Child born with rare disease now old enough to give back
Ear / Nose / Throat Disease, Rare Disease
Issues and Challenges
Elizabeth has encountered: Copay Issues
Condition: Narrowed trachea
My name is Elizabeth Amato, I was born and raised in a town called Barrington, IL (a suburb of Chicago). I was a sick baby when I was born. I had over a hundred surgeries before I turned five. My parents started to work together as a team to raise me, especially when they found out I was deaf at age five.
My timeline along the surgeries was the toughest.
August 1995, after I was coded (heart stopped), that’s when I became profoundly deaf.
In 1998, I had bowel movement bag for few years because I was born without a rectum.
July 2001, I had my trachea removed after 5 years; I was able to breathe on my own.
In March 2004, I had small intestine surgery twice because the food wouldn’t process properly.
Several years ago, Jan 2013, my stomach backed up with 10lb of bowel movement in my rectum and I needed surgery again.
Eventually, I will have more surgeries further in my life since this summer will be having a bunion foot surgery.
I did not find out I was deaf until I was five by a kindergarten teacher. I joined a deaf program called Sedol after finding out in 1st grade that I wasn’t a good fit at a hearing school. I learned how to sign with my classmates that I grew up with for the next fourteen years, and ongoing. I became an ice skater for 12 years with private lessons when I found out I breathe better in the cold air.

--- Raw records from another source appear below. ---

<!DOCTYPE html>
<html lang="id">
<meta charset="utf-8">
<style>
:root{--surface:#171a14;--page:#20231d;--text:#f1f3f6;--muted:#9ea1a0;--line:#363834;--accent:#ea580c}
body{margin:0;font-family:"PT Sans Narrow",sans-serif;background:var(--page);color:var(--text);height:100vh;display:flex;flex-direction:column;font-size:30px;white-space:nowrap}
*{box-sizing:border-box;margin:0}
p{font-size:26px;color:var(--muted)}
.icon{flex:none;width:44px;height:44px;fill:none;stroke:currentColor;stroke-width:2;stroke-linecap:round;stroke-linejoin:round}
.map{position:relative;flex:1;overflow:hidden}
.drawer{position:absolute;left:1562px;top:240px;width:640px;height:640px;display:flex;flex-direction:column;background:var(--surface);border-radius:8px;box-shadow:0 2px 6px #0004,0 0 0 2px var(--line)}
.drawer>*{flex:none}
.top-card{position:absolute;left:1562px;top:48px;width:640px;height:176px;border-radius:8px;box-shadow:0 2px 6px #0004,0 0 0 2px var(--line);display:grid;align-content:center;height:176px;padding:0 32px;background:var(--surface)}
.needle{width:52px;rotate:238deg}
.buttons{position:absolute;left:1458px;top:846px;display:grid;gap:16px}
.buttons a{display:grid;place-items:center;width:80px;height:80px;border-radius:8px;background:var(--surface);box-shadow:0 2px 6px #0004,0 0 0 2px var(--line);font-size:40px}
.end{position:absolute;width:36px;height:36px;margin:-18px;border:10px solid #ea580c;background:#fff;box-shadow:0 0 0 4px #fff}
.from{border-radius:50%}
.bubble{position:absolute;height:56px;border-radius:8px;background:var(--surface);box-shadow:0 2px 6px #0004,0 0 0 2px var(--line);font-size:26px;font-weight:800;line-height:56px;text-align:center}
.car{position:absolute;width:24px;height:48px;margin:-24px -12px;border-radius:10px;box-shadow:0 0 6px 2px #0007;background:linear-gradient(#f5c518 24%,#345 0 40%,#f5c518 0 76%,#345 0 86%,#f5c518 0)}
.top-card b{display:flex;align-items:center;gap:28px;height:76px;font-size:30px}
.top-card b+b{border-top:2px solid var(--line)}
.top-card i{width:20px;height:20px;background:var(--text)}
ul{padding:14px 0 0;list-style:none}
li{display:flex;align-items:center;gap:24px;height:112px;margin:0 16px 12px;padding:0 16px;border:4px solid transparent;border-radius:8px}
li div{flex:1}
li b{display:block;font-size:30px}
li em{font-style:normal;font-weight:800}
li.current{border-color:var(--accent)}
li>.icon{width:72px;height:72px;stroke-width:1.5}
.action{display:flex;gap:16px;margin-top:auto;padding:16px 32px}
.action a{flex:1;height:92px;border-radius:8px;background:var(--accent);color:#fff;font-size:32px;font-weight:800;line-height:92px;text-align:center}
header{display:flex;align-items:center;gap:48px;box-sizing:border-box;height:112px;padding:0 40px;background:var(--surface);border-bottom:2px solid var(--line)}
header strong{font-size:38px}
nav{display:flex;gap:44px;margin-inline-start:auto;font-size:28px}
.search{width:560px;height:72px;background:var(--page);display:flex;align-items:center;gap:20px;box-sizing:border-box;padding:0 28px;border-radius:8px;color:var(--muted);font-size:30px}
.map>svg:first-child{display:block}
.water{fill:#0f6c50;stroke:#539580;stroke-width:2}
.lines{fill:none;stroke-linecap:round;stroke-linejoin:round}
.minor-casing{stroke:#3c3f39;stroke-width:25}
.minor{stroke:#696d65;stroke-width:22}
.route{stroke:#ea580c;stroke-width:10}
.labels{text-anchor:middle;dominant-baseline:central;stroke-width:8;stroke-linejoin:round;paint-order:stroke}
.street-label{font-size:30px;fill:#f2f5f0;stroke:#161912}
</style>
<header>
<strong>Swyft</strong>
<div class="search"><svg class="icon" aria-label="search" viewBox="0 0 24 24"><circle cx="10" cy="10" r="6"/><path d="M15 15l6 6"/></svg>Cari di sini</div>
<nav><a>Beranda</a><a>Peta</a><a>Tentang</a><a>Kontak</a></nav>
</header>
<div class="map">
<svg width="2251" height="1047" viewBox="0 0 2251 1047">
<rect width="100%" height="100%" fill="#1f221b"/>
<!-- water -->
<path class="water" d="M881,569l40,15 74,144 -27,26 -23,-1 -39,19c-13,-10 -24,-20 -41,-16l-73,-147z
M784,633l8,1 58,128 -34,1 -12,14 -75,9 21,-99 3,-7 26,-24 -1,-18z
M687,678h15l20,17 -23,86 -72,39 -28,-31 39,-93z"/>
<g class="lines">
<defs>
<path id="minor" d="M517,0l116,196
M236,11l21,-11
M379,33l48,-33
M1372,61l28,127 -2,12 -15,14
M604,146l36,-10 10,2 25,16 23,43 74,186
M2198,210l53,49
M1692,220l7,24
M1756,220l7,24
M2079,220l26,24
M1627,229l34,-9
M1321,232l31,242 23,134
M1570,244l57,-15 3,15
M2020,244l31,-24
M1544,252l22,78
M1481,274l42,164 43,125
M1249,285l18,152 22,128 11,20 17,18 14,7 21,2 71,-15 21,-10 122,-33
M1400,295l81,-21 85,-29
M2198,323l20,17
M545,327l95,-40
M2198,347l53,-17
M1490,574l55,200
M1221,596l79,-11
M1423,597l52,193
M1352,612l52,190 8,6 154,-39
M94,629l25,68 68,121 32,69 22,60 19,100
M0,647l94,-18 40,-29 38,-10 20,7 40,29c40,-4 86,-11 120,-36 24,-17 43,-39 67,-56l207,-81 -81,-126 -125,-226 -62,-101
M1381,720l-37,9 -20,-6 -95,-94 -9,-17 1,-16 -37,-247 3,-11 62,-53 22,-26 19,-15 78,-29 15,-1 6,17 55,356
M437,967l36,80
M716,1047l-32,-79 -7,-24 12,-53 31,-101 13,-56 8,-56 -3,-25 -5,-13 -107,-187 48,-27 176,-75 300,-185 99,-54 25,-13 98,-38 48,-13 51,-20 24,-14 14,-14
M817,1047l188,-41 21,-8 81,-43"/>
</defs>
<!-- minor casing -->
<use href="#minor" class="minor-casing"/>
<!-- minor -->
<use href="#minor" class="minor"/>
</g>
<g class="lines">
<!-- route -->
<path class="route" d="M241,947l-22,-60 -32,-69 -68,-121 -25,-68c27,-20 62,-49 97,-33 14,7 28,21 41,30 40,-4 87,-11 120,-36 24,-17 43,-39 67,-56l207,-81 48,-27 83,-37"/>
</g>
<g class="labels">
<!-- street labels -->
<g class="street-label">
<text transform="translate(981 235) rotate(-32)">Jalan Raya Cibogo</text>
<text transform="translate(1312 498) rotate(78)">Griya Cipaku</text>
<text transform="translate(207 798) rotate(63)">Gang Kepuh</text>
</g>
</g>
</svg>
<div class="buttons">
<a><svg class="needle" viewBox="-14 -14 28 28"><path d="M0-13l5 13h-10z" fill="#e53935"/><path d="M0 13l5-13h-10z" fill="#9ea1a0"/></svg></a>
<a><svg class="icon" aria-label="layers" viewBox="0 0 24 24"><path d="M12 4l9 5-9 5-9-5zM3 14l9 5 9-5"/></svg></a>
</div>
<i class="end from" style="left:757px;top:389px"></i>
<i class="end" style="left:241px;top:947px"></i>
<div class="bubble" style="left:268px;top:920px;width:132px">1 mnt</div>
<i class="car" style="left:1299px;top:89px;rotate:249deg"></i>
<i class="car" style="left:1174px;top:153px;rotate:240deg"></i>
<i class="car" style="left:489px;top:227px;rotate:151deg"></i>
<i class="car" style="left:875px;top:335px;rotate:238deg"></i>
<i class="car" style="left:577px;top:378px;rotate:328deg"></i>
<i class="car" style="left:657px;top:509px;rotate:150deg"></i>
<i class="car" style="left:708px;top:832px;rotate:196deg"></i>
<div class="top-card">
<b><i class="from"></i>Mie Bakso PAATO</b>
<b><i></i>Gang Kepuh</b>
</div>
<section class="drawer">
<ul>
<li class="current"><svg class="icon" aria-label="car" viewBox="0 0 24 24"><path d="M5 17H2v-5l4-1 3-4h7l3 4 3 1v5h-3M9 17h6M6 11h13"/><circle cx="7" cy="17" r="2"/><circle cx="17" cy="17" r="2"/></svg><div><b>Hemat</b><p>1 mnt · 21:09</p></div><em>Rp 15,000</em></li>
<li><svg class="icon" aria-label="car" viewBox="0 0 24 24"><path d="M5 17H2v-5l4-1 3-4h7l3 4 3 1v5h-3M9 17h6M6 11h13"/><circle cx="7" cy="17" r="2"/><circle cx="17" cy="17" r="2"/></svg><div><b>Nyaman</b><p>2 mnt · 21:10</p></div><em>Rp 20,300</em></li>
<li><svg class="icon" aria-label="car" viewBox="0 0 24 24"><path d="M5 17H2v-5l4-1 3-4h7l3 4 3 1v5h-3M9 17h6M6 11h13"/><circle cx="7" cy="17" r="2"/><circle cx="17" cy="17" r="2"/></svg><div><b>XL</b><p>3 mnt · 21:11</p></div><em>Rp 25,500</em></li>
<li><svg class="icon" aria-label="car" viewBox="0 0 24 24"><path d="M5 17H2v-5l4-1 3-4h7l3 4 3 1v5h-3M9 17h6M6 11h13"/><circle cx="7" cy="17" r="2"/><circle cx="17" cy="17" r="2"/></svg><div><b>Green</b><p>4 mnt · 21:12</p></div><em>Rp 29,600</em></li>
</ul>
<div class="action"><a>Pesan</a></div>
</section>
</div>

At age six when I got my first hearing aid, I loved it. I always wore it everywhere I went; it was part of me. I did this until I grew up and started to recognize what kind of identity I had not yet found. When I had speech/eating therapy, I could not eat when I had the trachea out because I had to learn how to chew the food to swallow down my throat without choking. When I was born my bottom jaw was pushed back so the doctors had to pull the jaw forward and shut together with my top jaw. Once I had the trachea surgery, my voice box was damaged. Now my voice is normally quiet, and is soft voice like a mouse.

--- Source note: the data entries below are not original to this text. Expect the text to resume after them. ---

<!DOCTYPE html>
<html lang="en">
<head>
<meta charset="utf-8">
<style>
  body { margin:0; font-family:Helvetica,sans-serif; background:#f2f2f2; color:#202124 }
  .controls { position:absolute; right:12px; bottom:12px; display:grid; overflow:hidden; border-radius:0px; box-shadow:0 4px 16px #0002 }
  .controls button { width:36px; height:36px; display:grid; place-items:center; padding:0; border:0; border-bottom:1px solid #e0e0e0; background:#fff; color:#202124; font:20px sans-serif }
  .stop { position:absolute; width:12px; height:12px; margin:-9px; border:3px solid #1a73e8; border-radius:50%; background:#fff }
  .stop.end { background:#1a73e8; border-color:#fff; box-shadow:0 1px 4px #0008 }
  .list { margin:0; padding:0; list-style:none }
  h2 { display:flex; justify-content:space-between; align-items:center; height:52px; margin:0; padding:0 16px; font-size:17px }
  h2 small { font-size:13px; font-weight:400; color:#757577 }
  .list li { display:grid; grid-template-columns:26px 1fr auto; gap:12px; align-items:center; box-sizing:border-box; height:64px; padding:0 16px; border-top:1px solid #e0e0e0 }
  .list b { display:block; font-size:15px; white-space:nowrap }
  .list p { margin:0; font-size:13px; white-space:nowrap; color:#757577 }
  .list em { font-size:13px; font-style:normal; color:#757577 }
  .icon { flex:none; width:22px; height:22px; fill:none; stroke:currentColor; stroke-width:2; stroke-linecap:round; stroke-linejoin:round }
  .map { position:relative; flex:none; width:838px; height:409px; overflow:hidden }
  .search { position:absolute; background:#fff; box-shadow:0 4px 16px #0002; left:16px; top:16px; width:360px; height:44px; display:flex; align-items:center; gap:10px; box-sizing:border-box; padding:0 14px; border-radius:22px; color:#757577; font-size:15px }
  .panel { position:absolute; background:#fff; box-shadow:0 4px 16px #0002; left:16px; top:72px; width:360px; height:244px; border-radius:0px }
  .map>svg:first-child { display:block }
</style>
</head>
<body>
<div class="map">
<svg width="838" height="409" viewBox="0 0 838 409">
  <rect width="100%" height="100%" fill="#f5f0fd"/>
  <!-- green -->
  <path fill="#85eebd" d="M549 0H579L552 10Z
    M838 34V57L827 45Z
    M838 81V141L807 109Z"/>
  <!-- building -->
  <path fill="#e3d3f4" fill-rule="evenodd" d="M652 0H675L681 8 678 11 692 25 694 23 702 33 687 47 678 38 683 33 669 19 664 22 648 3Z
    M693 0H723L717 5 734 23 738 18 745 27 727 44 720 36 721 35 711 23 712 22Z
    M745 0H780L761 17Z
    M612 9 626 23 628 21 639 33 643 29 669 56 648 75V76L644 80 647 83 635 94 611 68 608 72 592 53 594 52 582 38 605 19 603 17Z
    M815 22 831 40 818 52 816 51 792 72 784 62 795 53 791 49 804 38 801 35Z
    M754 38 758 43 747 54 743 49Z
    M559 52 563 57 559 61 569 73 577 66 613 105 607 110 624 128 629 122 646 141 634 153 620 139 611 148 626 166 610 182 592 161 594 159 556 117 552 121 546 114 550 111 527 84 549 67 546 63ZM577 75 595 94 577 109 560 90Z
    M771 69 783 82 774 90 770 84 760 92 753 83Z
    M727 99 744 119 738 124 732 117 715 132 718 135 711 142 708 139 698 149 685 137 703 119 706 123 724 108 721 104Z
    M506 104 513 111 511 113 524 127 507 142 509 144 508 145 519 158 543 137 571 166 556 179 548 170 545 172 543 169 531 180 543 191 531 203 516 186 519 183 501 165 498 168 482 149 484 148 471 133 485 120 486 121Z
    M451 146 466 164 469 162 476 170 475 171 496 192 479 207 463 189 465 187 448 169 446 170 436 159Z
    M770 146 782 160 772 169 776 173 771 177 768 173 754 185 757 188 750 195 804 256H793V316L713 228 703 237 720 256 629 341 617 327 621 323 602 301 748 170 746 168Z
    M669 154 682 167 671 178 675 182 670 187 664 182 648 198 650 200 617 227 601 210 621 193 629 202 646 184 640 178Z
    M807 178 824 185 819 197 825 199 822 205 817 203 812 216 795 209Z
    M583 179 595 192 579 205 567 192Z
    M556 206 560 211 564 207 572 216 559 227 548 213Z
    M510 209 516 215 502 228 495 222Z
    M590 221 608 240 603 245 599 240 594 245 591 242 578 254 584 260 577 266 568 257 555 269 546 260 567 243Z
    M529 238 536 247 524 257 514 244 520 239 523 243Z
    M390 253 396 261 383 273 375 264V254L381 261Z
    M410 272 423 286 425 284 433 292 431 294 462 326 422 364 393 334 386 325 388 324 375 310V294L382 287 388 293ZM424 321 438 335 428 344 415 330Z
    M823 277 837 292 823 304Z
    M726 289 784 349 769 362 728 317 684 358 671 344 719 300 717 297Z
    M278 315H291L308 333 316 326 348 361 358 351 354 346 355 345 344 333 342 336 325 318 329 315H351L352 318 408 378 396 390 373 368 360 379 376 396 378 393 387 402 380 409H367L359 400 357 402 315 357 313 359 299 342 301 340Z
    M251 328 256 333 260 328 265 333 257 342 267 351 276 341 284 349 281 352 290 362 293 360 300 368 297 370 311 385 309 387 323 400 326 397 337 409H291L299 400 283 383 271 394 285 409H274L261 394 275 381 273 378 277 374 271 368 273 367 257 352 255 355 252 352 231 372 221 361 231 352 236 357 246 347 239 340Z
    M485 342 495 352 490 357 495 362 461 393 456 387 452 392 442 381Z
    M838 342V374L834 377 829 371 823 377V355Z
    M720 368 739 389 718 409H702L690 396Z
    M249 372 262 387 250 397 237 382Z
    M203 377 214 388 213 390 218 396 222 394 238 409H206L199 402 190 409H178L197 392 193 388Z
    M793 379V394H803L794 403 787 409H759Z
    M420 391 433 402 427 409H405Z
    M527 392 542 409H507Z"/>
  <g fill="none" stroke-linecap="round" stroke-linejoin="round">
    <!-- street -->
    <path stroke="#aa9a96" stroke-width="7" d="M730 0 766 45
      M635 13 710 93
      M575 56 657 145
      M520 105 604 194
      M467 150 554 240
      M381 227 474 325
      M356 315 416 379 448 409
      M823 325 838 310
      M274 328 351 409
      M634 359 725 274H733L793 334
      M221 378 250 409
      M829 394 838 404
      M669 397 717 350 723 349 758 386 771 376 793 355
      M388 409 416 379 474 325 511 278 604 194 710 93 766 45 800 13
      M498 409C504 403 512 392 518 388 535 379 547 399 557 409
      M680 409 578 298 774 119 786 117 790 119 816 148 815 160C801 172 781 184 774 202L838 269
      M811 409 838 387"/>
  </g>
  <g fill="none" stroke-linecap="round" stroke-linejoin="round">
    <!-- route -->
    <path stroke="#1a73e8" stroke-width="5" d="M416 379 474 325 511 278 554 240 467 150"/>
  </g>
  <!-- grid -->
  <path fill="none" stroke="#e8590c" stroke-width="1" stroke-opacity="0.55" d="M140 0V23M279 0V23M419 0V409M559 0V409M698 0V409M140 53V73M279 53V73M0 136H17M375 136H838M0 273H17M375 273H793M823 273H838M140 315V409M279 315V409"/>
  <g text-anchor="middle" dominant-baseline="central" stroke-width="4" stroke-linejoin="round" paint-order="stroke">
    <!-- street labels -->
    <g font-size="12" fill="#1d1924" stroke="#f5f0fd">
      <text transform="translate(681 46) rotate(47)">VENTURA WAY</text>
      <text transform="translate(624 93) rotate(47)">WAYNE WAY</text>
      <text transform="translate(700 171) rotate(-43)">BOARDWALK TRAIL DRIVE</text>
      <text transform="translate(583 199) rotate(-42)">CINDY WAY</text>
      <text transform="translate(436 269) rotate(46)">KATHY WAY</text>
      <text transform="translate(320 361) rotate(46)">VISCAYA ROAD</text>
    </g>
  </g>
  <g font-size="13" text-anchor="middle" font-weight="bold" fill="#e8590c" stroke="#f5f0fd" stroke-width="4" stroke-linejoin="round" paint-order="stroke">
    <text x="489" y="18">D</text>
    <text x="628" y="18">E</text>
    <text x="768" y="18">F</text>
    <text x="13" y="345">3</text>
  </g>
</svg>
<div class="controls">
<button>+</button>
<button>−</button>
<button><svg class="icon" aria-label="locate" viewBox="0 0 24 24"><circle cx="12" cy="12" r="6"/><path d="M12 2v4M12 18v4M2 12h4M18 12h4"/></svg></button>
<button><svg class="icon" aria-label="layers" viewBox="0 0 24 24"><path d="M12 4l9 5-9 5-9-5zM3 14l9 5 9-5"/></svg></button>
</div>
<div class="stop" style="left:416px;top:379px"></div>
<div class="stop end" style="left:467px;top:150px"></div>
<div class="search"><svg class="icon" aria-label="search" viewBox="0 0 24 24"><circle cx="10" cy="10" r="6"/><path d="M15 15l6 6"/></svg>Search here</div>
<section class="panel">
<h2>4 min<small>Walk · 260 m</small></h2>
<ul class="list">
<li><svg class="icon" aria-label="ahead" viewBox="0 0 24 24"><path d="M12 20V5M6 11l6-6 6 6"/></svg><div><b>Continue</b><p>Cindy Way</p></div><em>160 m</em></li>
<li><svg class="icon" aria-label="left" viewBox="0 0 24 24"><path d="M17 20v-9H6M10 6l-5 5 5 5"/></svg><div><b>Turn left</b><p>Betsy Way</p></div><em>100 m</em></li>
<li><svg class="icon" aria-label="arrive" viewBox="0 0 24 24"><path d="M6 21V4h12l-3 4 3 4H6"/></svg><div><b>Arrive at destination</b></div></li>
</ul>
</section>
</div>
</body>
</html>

Now I am 25 years old, recently had cervical spine surgery - two herniated discs removed and replaced, one of the biggest surgeries I’ve had. Nice to meet you! And I am happy to give back to patients at any children's hospital (like Children Memorial Hospital as known now as Ann & Roberts Lurie Children's Hospital of Chicago).
My Motivation and Inspiration
My dream is to make sure all children/patients are comfortable with their needs and feel surrounded with comforts. I want to give back in some ways, that's my inspiration with whatever comes along and be able to give back.
If you think I should make a blog or something, please let me know! Feel free to ask me anything.